Samba de crioulo doido

 Samba de crioulo doido 

Hoje eu vi um ar diferente nas pessoas. Muitas delas sorrindo, conversando, bebendo com uma "pirigueti" na mão.  

O ambiente era descontraído, leve e despretensiosamente promíscuo. 

 Vi crianças da idade do meu filho caçula soltos pela rua, brincando de catar canudinhos no chão, enquanto uma das mães ou tias (sei lá! ) comia um côco verde partido ao meio. 

Ao lado uma borracharia de dois jovens irmãos com pouco tempo de inaugurada e mais a frente alguns lava a jatos  funcionando a todo vapor.  

E foi nesse ambiente que eu me encontrei hoje, sábado pela manhã.  

Confesso que me senti um "amebão" de boné, bermuda,  tênis,  protetor solar e um tal pedaço de pano que cobria meu nariz e boca e dificultava minha respiração.

 Um verdadeiro "mauricinho" para os olhos daqueles que lavavam e poliam meu carro!

Enquanto os demais proprietários se entretiam com seus celulares, sentados numa cadeira improvisada na sombra, eu prestava atenção nas coisas ao meu redor. 

Naquele ambiente não existia o tema que tanto nos aflinge e que hoje, nas horas de folga já não falamos mais com tanta frequência porque já se se tornou chato e cansativo. 

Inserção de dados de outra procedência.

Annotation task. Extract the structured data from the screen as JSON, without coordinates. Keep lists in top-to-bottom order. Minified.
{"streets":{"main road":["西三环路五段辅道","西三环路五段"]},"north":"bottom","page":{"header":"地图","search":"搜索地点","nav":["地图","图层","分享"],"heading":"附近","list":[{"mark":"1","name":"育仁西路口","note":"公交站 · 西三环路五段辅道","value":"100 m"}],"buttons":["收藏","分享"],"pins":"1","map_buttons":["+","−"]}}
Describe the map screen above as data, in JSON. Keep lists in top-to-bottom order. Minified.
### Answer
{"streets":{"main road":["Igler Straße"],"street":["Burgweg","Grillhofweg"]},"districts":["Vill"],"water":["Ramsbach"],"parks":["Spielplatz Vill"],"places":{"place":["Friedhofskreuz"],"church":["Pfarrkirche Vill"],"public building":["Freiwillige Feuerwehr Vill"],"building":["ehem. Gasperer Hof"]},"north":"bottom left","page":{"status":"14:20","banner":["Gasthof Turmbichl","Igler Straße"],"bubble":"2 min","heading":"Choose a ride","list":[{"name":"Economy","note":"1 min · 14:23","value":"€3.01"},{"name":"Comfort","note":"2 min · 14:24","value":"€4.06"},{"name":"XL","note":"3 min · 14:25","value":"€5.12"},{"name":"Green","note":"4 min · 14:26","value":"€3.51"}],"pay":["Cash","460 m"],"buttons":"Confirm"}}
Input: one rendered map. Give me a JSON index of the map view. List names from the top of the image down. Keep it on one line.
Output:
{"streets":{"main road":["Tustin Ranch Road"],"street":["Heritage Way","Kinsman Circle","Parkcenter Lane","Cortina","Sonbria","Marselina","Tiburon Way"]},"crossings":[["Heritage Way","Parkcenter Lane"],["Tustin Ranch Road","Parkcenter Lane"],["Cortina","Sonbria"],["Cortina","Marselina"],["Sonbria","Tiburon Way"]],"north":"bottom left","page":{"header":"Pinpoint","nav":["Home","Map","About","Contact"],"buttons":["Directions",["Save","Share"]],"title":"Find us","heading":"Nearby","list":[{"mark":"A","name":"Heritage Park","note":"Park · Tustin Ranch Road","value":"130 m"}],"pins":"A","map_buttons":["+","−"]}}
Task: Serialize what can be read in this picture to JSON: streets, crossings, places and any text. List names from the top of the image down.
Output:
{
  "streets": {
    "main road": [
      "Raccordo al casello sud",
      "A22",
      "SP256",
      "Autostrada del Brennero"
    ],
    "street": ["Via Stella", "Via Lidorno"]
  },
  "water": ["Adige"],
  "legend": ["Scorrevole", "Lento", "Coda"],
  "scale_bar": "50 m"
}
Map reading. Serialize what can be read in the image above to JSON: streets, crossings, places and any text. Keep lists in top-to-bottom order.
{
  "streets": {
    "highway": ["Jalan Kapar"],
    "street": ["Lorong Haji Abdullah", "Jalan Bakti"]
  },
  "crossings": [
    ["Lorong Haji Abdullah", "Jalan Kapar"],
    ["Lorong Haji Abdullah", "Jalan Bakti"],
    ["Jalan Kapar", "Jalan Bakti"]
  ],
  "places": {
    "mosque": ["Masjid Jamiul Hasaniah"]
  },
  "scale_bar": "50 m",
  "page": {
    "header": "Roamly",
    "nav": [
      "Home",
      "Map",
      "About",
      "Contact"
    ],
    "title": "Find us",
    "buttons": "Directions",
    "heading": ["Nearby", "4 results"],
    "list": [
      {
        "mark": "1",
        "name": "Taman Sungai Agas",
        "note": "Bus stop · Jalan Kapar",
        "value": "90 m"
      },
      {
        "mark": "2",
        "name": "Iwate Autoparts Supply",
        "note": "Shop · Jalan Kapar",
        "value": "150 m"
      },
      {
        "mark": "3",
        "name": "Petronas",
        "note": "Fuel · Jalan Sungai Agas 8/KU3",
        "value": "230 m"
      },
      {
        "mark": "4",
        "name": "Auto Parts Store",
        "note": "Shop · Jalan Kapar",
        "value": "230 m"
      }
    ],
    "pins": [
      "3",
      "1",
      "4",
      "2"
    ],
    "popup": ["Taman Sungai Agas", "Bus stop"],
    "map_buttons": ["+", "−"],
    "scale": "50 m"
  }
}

Percebi naquelas pessoas que tocar suas vidas sem medo,  receio ou protocolos de segurança é uma alternativa pra eles serem felizes.  

Consciente também que a ignorância e desinformação deles contribuem para isso, mas fazer o quê? 

 Vida que se segue...

Apesar de parecer um estrangeiro na percepção  daqueles moradores eu me sentia, de alguma forma,  inserido naquele contexto, afinal em algum momento na minha história eu tinha vivido aquela atmosfera  e conhecia um pouco daquela cultura de solidariedade, humildade,  ignorância e felicidade.  

Curioso como eu sou, encostei no jovem borracheiro que fazia a força do pneu do carro da minha esposa e perguntei:

- Amigăo,  como está a contaminação aqui na comunidade? 

- Heim? !!

- Sim... as pessoas estão adoecendo pelo Coronavirus aqui na comunidade? 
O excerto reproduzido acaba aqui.